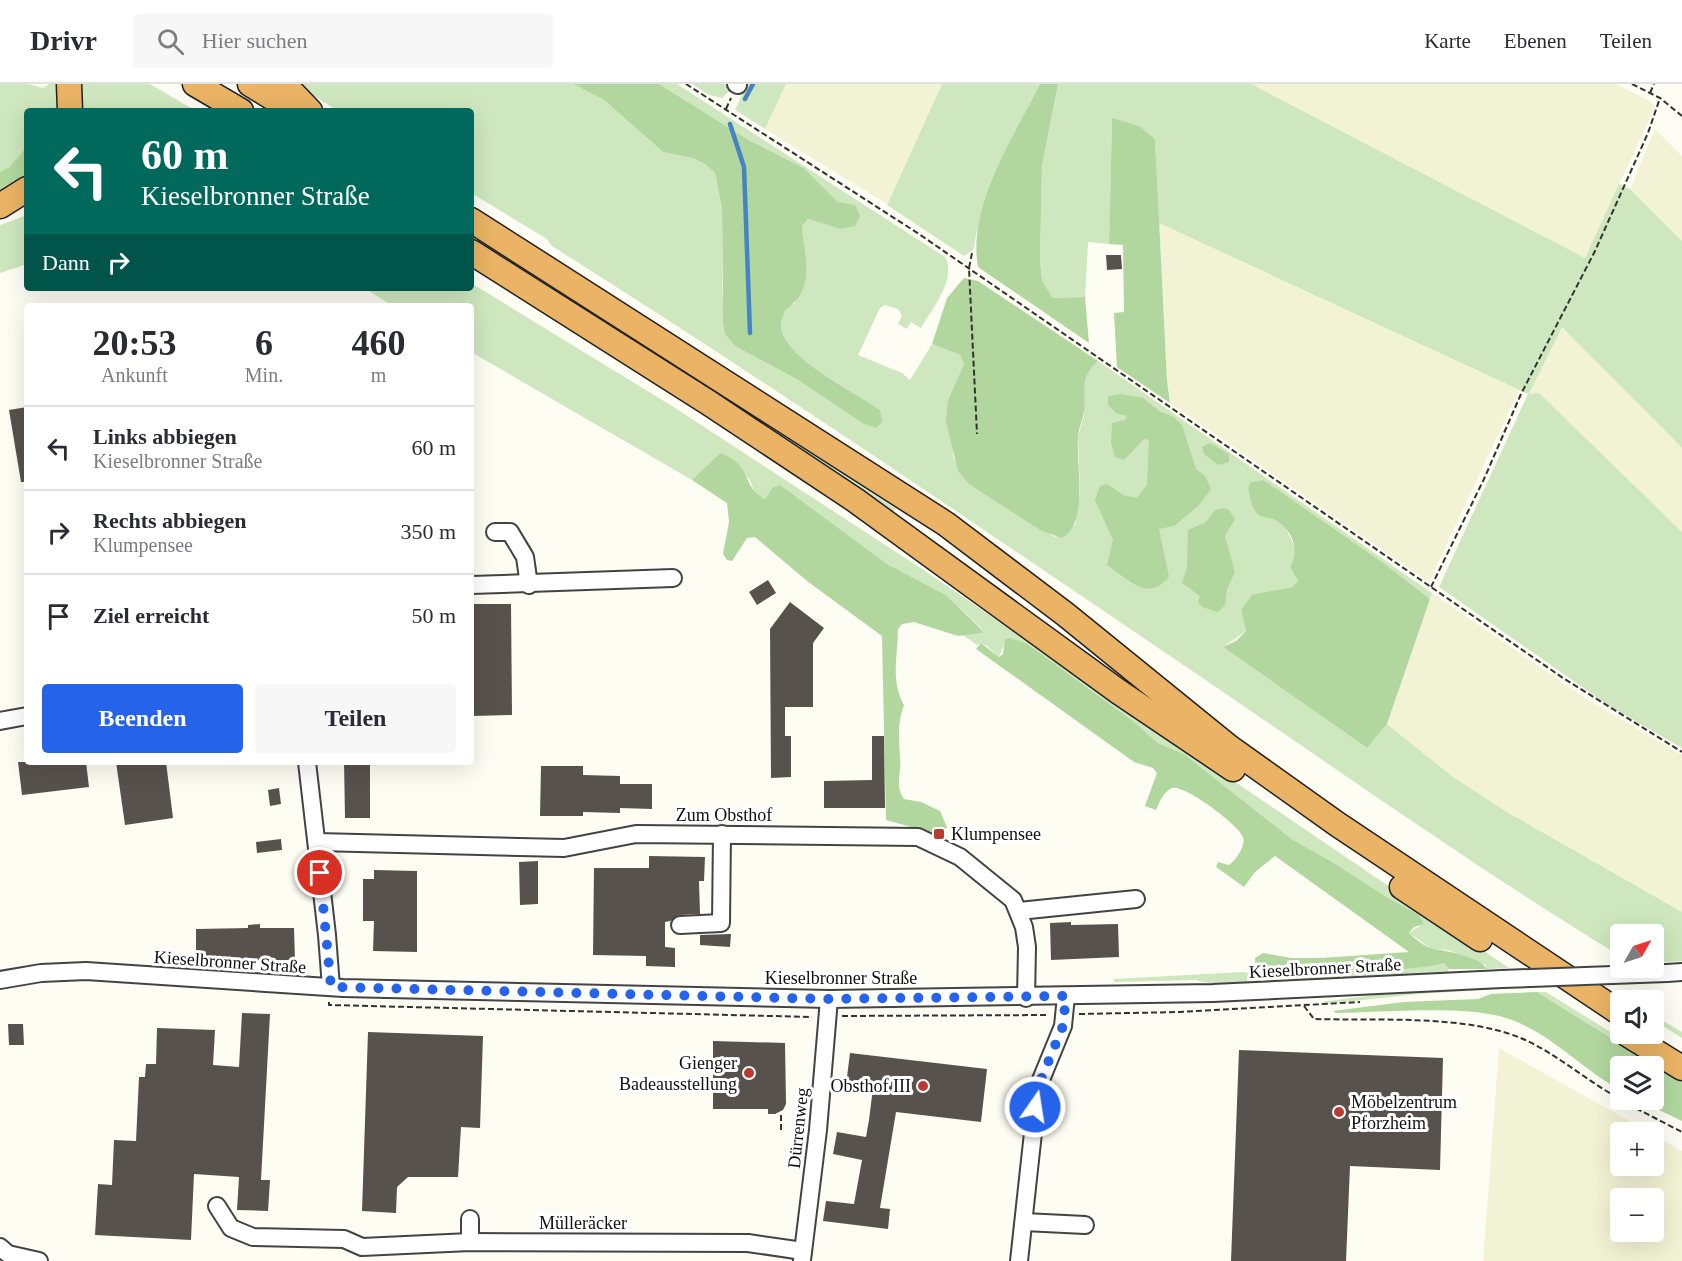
<!DOCTYPE html>
<html lang="de">
<meta charset="utf-8">
<style>
body{margin:0;font-family:Georgia,serif;background:#f7f7f7;color:#2b2b33;height:100vh;display:flex;flex-direction:column;font-size:22px;white-space:nowrap}
*{box-sizing:border-box;margin:0}
p{font-size:20px;color:#7c7c81}
.icon{flex:none;width:33px;height:33px;fill:none;stroke:currentColor;stroke-width:2;stroke-linecap:round;stroke-linejoin:round}
.map{position:relative;flex:1;overflow:hidden}
.drawer{position:absolute;left:24px;top:219px;width:450px;height:462px;display:flex;flex-direction:column;background:#fff;border-radius:6px;box-shadow:0 6px 24px #0002}
.drawer>*{flex:none}
.hud{position:absolute;left:24px;top:24px;width:450px;height:183px;border-radius:6px;box-shadow:0 6px 24px #0002;background:#00695c;color:#fff;overflow:hidden}
.needle{width:39px;rotate:51deg}
.buttons{position:absolute;left:1610px;top:840px;display:grid;gap:12px}
.buttons a{display:grid;place-items:center;width:54px;height:54px;border-radius:6px;background:#fff;box-shadow:0 6px 24px #0002;font-size:30px}
.pin{position:absolute;display:grid;place-items:center;width:51px;height:51px;color:#fff;margin:-26px;border:3px solid #fff;border-radius:50%;box-shadow:0 2px 6px #0007}
.me{position:absolute;width:66px;margin:-33px;rotate:13deg;stroke-linejoin:round;filter:drop-shadow(0 0 4px #0008)}
.turn{display:flex;align-items:center;gap:21px;height:126px;padding:0 18px;font-size:27px}
.turn .icon{width:78px;height:78px;stroke-width:2.5}
.turn b{display:block;font-size:42px;line-height:51px}
.then{display:flex;align-items:center;height:57px;padding:0 18px;background:#0003;gap:12px;font-size:22px}
.eta{display:flex;justify-content:space-evenly;align-items:center;height:102px;text-align:center}
.eta b{font-size:36px;font-weight:700;line-height:42px}
.button{display:flex;gap:12px;margin-top:auto;padding:12px 18px}
.button a{flex:1;height:69px;border-radius:6px;background:#2563eb;color:#fff;font-size:24px;font-weight:700;line-height:69px;text-align:center}
.button a+a{background:#f7f7f7;color:#2b2b33}
ul{padding:0;list-style:none}
li{display:flex;align-items:center;gap:18px;height:84px;padding:0 18px;border-top:2px solid #e1e1e2}
li div{flex:1}
li b{display:block;font-size:22px}
li em{font-style:normal}
header{display:flex;align-items:center;gap:36px;box-sizing:border-box;height:84px;padding:0 30px;background:#fff;border-bottom:2px solid #e1e1e2}
header strong{font-size:28px}
nav{display:flex;gap:33px;margin-inline-start:auto;font-size:21px}
.search{width:420px;height:54px;background:#f7f7f7;display:flex;align-items:center;gap:15px;box-sizing:border-box;padding:0 21px;border-radius:6px;color:#7c7c81;font-size:22px}
.map>svg:first-child{display:block}
.farmland{fill:#f2f3d4;fill-rule:evenodd}
.green{fill:#cee7be}
.forest{fill:#b1d79f}
.lines{fill:none;stroke-linecap:round;stroke-linejoin:round}
.stream{stroke:#4782c4;stroke-width:4.5}
.building{fill:#58524d}
.minor-casing{stroke:#434343;stroke-width:20}
.highway-casing{stroke:#212121;stroke-width:27}
.path{stroke:#323232;stroke-width:2;stroke-dasharray:6 3;stroke-linecap:butt}
.minor{stroke:#fff;stroke-width:16}
.highway{stroke:#eab365;stroke-width:24}
.minor-bridge-casing{stroke:#434343;stroke-width:20;stroke-linecap:butt}
.minor-bridge{stroke:#fff;stroke-width:16}
.route{stroke:#2563eb;stroke-width:10;stroke-dasharray:0 18}
.poi-dot{fill:#b73b30;stroke:#fff;stroke-width:2}
.labels{text-anchor:middle;dominant-baseline:central;stroke-width:6;stroke-linejoin:round;paint-order:stroke}
.street-label{font-size:18px;fill:#101010;stroke:#fff}
.poi-label{font-size:18px;fill:#101010;stroke:#fff;text-anchor:start}
</style>
<header>
<strong>Drivr</strong>
<div class="search"><svg class="icon" aria-label="search" viewBox="0 0 24 24"><circle cx="10" cy="10" r="6"/><path d="M15 15l6 6"/></svg>Hier suchen</div>
<nav><a>Karte</a><a>Ebenen</a><a>Teilen</a></nav>
</header>
<div class="map">
<svg width="1682" height="1177" viewBox="0 0 1682 1177">
<rect width="100%" height="100%" fill="#fefdf3"/>
<g class="farmland">
<path d="M786 0H942L887 120 765 45Z"/>
<path d="M1241 0H1616L1648 16 1655 23 1585 174Z"/>
<path d="M1655 45 1682 72V157L1630 105Z"/>
<path d="M1159 139 1519 306 1429 498 1170 319 1167 297Z"/>
<path d="M1561 242 1682 364V448L1539 310 1529 311Z"/>
<path d="M1432 509 1585 614 1682 671V828L1507 728 1453 693 1387 640Z"/>
<path d="M1499 964 1649 1048H1620V1082H1653V1051L1682 1067V1177H1483ZM1653 1114V1148H1620V1114Z"/>
</g>
<g class="green">
<path d="M0 0H29L43 4 49 0H63L64 27H27V97L0 114Z"/>
<path d="M75 0H150L196 27H76Z"/>
<path d="M295 0H573L604 16 663 68 692 74 705 80 715 89 722 125V206L726 250 735 262 798 296 862 339 880 326C856 308 779 273 781 239 782 235 784 230 785 225L795 219 804 165 802 142 808 135 840 145 838 118 804 84 747 55 659 0H677L945 173C957 195 932 225 921 244L911 238 907 245 898 240 902 231 898 225 885 221 880 224 858 271 902 289 910 296 932 260 960 271 964 280 948 316 954 375 984 410 1055 453 1075 441 1080 408 1078 353 1084 332 1083 305 1088 286 1098 277 1432 509 1430 515 1385 480 1264 396 1248 404 1250 410 1273 434 1286 444 1295 464 1296 473 1290 483 1298 497 1292 503 1276 507 1241 526 1246 547 1223 563 1367 664 1387 640 1453 693 1507 728 1682 828V877L1653 879V850H1620V872C1479 786 1344 690 1207 597 990 450 774 302 552 162L547 155 471 109V27H338Z"/>
<path d="M692 0H724L731 5 722 14 709 11Z"/>
<path d="M747 0H786L765 45 735 26Z"/>
<path d="M942 0H1040C1015 52 981 106 974 165L964 172 887 121Z"/>
<path d="M1058 0H1251L1585 174 1619 100 1630 105 1682 157V364L1562 243 1529 310 1539 309 1682 448V664L1608 621 1439 503 1528 310 1159 139 1155 55 1112 35 1109 160 1088 158 1085 213 1051 214 1042 196 1040 176 1042 82Z"/>
<path d="M27 131V180L0 189V141Z"/>
<path d="M471 152 683 286 896 425 893 429 471 157Z"/>
<path d="M471 199 672 322 922 485 1509 884 1487 885 1486 881 1448 866 1432 865 1409 849 1420 842 1418 830 1388 814 1334 779 1293 756 1184 670 1158 659 1133 637 1026 559 1010 554 1004 561 999 573 987 562 981 559 977 561 963 551 982 549 981 544 946 511 887 480 817 429 772 404 765 415 755 410 750 396 720 369 692 396 471 268V222H393L364 204H471Z"/>
<path d="M1444 879 1449 885 1447 890 1300 896 1257 901 1213 900 1195 896 1114 898V895L1243 888 1283 896 1316 888 1401 886Z"/>
<path d="M1514 902 1515 904 1418 910 1325 920 1322 918 1395 908Z"/>
<path d="M1537 908H1546L1682 992V998Z"/>
<path d="M1653 931 1682 948V954L1653 936Z"/>
</g>
<g class="forest">
<path d="M573 0H659L747 55 804 84 838 118 855 121 860 132 855 142 840 145 808 135 802 142C804 173 817 205 785 226 784 230 782 235 781 239 779 273 856 308 880 326L882 338 876 344 862 339 798 296 735 262 725 250 723 238 722 125 715 89 705 80 692 74 663 68 604 16Z"/>
<path d="M1040 0H1058L1042 82 1040 176 1042 196 1052 214 1085 213 1089 259 978 183C967 122 1014 53 1040 0Z"/>
<path d="M1112 34 1139 42 1155 55 1167 297 1170 319 1117 283 1114 229 1124 228 1123 161 1109 160Z"/>
<path d="M24 66H27V89L0 105V88L10 83Z"/>
<path d="M964 194 978 197 1098 277C1079 294 1086 305 1084 327 1083 337 1078 345 1078 354 1076 380 1089 440 1062 454L1042 447 984 410 969 400 958 387 946 337 948 316 964 280 960 271 932 260 947 214Z"/>
<path d="M1121 310 1143 314 1159 327 1174 333 1182 341 1196 385 1205 392 1211 405 1199 421 1174 442 1159 445 1169 493C1148 519 1128 495 1107 481L1113 456 1095 416 1100 402 1107 400 1125 412 1137 414 1147 401 1149 356 1144 355 1124 376 1115 373 1111 359 1112 339 1125 336 1127 332 1116 329 1108 321V312Z"/>
<path d="M1210 359 1229 370V378L1218 381 1204 370 1202 363Z"/>
<path d="M720 369C754 381 741 404 765 415L772 404 780 401 887 480 946 511 980 544 983 549 958 552 914 538 902 540 898 545C898 572 890 596 904 621 897 640 899 653 900 673 902 690 894 700 904 715L921 718 940 727 947 743 943 752 886 736 882 552 807 497 755 453 747 454 732 477 727 476 723 470 729 438 727 419 692 396Z"/>
<path d="M1264 396 1385 480 1430 515 1387 640 1367 664 1223 563 1236 557 1246 547 1241 526 1252 511 1292 503 1298 497 1290 483C1300 466 1293 446 1275 436 1268 432 1260 435 1255 427 1251 421 1250 411 1248 404L1251 398Z"/>
<path d="M1223 424 1229 426 1235 435 1225 452 1235 488 1227 505 1225 521 1218 528 1202 523 1198 518 1200 512 1182 499 1187 484 1188 446 1206 438 1215 426Z"/>
<path d="M1010 554 1026 559 1133 637 1158 659 1184 670 1293 756 1334 779 1388 814 1418 830 1424 840 1414 843 1409 849C1415 855 1425 863 1434 865 1446 867 1481 873 1487 885H1449L1444 879C1403 889 1361 885 1319 888 1296 890 1279 900 1256 889L1255 874 1263 869 1291 874H1321L1409 868 1275 772 1255 788 1244 803 1216 783 1218 778 1229 781C1236 776 1246 762 1243 753 1239 741 1184 700 1172 704 1163 708 1159 719 1156 726L1145 722 1157 689 1153 684 1134 678 976 565 981 559 999 573 1003 570 1005 555Z"/>
<path d="M1537 908 1682 998V1037L1638 1016H1653V982H1620V1006C1584 986 1555 954 1517 938 1475 919 1384 929 1336 929L1333 927 1404 918 1478 915 1491 910Z"/>
</g>
<g class="lines">
<g class="stream">
<path d="M745 15 753 0"/>
<path d="M730 40 744 83 750 249"/>
</g>
</g>
<g class="building">
<path d="M1106 171H1121L1122 185 1107 186Z"/>
<path d="M27 323V398H21L9 326Z"/>
<path d="M768 496 776 509 757 521 749 508Z"/>
<path d="M790 518 824 544 813 559V623H785V652H791V693L771 694 770 545Z"/>
<path d="M471 520H511L512 631 471 632Z"/>
<path d="M872 652H884L885 724H824V697L872 696Z"/>
<path d="M18 678H86L89 703 22 711Z"/>
<path d="M116 678H166L173 734 125 741Z"/>
<path d="M344 678H370V734H345Z"/>
<path d="M541 682H583V691L620 692V700H652V725L620 724V729L583 728V732H540Z"/>
<path d="M279 704 281 720 270 722 268 706Z"/>
<path d="M281 755 282 766 257 769 256 758Z"/>
<path d="M649 772 705 773 704 797H699L700 830 679 831 670 837 665 838V863L675 864V883L646 882V872L593 871 594 784H649Z"/>
<path d="M538 777V820L520 821 519 778Z"/>
<path d="M374 786 417 787V868L373 867 374 837H363V795H374Z"/>
<path d="M1071 838V841L1118 840 1119 873 1051 876 1050 839Z"/>
<path d="M260 840V844H294L295 876 196 877V845L248 844V841Z"/>
<path d="M731 850 730 863 700 861V851Z"/>
<path d="M242 929 270 930 261 1096H270L268 1127 237 1126 239 1093 194 1090 191 1156 95 1151 98 1100 112 1101 114 1056 136 1057 139 993H145L146 980H156L157 944 215 946 213 981 239 983Z"/>
<path d="M8 940H23L24 961H9Z"/>
<path d="M368 948 483 952 480 1044 461 1043 458 1093H408L397 1103 396 1129 362 1127Z"/>
<path d="M713 957 785 959 786 1020 783 1026 775 1030H768V1025H713Z"/>
<path d="M1239 966 1443 974 1440 1086 1350 1082 1346 1177H1231Z"/>
<path d="M850 969 987 985 981 1038 896 1028 880 1124 890 1125 888 1145 823 1137 826 1117 854 1120 862 1076 833 1070 837 1048 866 1053 869 1036 873 1004 846 1001Z"/>
</g>
<g class="lines">
<g class="minor-casing">
<g id="minor">
<path d="M736 0 738 1"/>
<path d="M495 448H510L525 473 529 501"/>
<path d="M471 501 673 494"/>
<path d="M0 637 27 632"/>
<path d="M307 678 327 851 331 903"/>
<path d="M317 758 564 764 636 750 918 753 960 773 1013 816 1024 843 1027 863 1026 914"/>
<path d="M1019 827 1136 815"/>
<path d="M680 841 721 839 722 750"/>
<path d="M1667 889 1682 888"/>
<path d="M0 896 41 889 86 887 343 904 829 915 1213 909 1502 895"/>
<path d="M217 1122 231 1144 253 1153 344 1155 362 1163 470 1158 748 1159 803 1167"/>
<path d="M1024 1138 1085 1141"/>
<path d="M470 1158V1135"/>
<path d="M0 1163 8 1170 39 1177"/>
<path d="M802 1176 818 1046 829 915"/>
<path d="M1019 1177 1038 1003 1063 942 1066 912"/>
</g>
</g>
<g class="highway-casing">
<g id="highway">
<path d="M69 0 70 27"/>
<path d="M195 0 241 27"/>
<path d="M250 0 294 27"/>
<path d="M284 0 310 27"/>
<path d="M0 122 27 105"/>
<path d="M471 136 946 440 1065 530 1229 663 1337 740 1620 929"/>
<path d="M471 168 709 319 855 416 1119 608 1233 685"/>
<path d="M1402 803 1480 855"/>
<path d="M1627 950 1682 984"/>
</g>
</g>
<g class="path">
<path d="M686 0 919 150 1563 594 1682 668"/>
<path d="M1632 0 1660 14 1682 32"/>
<path d="M1650 9 1654 0"/>
<path d="M726 25 731 14"/>
<path d="M972 169 969 184 977 350"/>
<path d="M1431 503 1484 395 1521 310 1595 167 1648 49 1660 14"/>
<path d="M329 918V921L812 933"/>
<path d="M1304 922 1314 935C1376 937 1466 930 1523 955 1557 970 1587 997 1620 1015"/>
<path d="M1079 930 1180 928 1360 918"/>
<path d="M842 932 1049 931"/>
<path d="M1620 1016 1682 1048"/>
<path d="M781 1046V1028"/>
</g>
<use href="#minor" class="minor"/>
<use href="#highway" class="highway"/>
<g class="minor-bridge-casing">
<path id="minor-bridge" d="M1502 895 1667 889"/>
</g>
<use href="#minor-bridge" class="minor-bridge"/>
</g>
<g class="lines">
<path class="route" d="M320 789 331 903 828 915 1066 912 1063 942 1038 1003 1035 1023"/>
</g>
<g class="poi-dot">
<rect x="933" y="744" width="12" height="12" rx="3"/>
<circle cx="749" cy="989" r="6"/>
<circle cx="923" cy="1002" r="6"/>
<circle cx="1339" cy="1028" r="6"/>
</g>
<g class="labels">
<g class="street-label">
<text x="724" y="731">Zum Obsthof</text>
<text transform="translate(230 878) rotate(4)">Kieselbronner Straße</text>
<text transform="translate(1325 884) rotate(-3)">Kieselbronner Straße</text>
<text x="841" y="894">Kieselbronner Straße</text>
<text transform="translate(798 1044) rotate(-84)">Dürrenweg</text>
<text x="583" y="1139">Mülleräcker</text>
</g>
<g class="poi-label">
<text x="951" y="750">Klumpensee</text>
<text x="737" y="979" text-anchor="end">Gienger<tspan x="737" dy="21">Badeausstellung</tspan></text>
<text x="911" y="1002" text-anchor="end">Obsthof III</text>
<text x="1351" y="1018">Möbelzentrum<tspan x="1351" dy="21">Pforzheim</tspan></text>
</g>
</g>
</svg>
<div class="buttons">
<a><svg class="needle" viewBox="-14 -14 28 28"><path d="M0-13l5 13h-10z" fill="#e53935"/><path d="M0 13l5-13h-10z" fill="#7c7c81"/></svg></a>
<a><svg class="icon" aria-label="sound" viewBox="0 0 24 24"><path d="M4 9h4l5-4v14l-5-4H4zM17 9q2 3 0 6"/></svg></a>
<a><svg class="icon" aria-label="layers" viewBox="0 0 24 24"><path d="M12 4l9 5-9 5-9-5zM3 14l9 5 9-5"/></svg></a>
<a>+</a>
<a>−</a>
</div>
<div class="pin" style="left:320px;top:789px;background:#d93025"><svg class="icon" aria-label="arrive" viewBox="0 0 24 24"><path d="M6 21V4h12l-3 4 3 4H6"/></svg></div>
<svg class="me" style="left:1035px;top:1023px" viewBox="-20 -20 40 40"><circle r="17" fill="#2563eb" stroke="#fff" stroke-width="3"/><path d="M0-11L8 9 0 5-8 9z" fill="#fff"/></svg>
<div class="hud">
<div class="turn"><svg class="icon" aria-label="left" viewBox="0 0 24 24"><path d="M17 20v-9H6M10 6l-5 5 5 5"/></svg><div><b>60 m</b>Kieselbronner Straße</div></div>
<div class="then">Dann<svg class="icon" aria-label="right" viewBox="0 0 24 24"><path d="M7 20v-9h11M14 6l5 5-5 5"/></svg></div>
</div>
<section class="drawer">
<div class="eta">
<div><b>20:53</b><p>Ankunft</p></div>
<div><b>6</b><p>Min.</p></div>
<div><b>460</b><p>m</p></div>
</div>
<ul>
<li><svg class="icon" aria-label="left" viewBox="0 0 24 24"><path d="M17 20v-9H6M10 6l-5 5 5 5"/></svg><div><b>Links abbiegen</b><p>Kieselbronner Straße</p></div><em>60 m</em></li>
<li><svg class="icon" aria-label="right" viewBox="0 0 24 24"><path d="M7 20v-9h11M14 6l5 5-5 5"/></svg><div><b>Rechts abbiegen</b><p>Klumpensee</p></div><em>350 m</em></li>
<li><svg class="icon" aria-label="arrive" viewBox="0 0 24 24"><path d="M6 21V4h12l-3 4 3 4H6"/></svg><div><b>Ziel erreicht</b></div><em>50 m</em></li>
</ul>
<div class="button"><a>Beenden</a><a>Teilen</a></div>
</section>
</div>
____________
Return the lines of the listing where the string "Teilen" appears.

* _Result of the task_
<nav><a>Karte</a><a>Ebenen</a><a>Teilen</a></nav>
<div class="button"><a>Beenden</a><a>Teilen</a></div>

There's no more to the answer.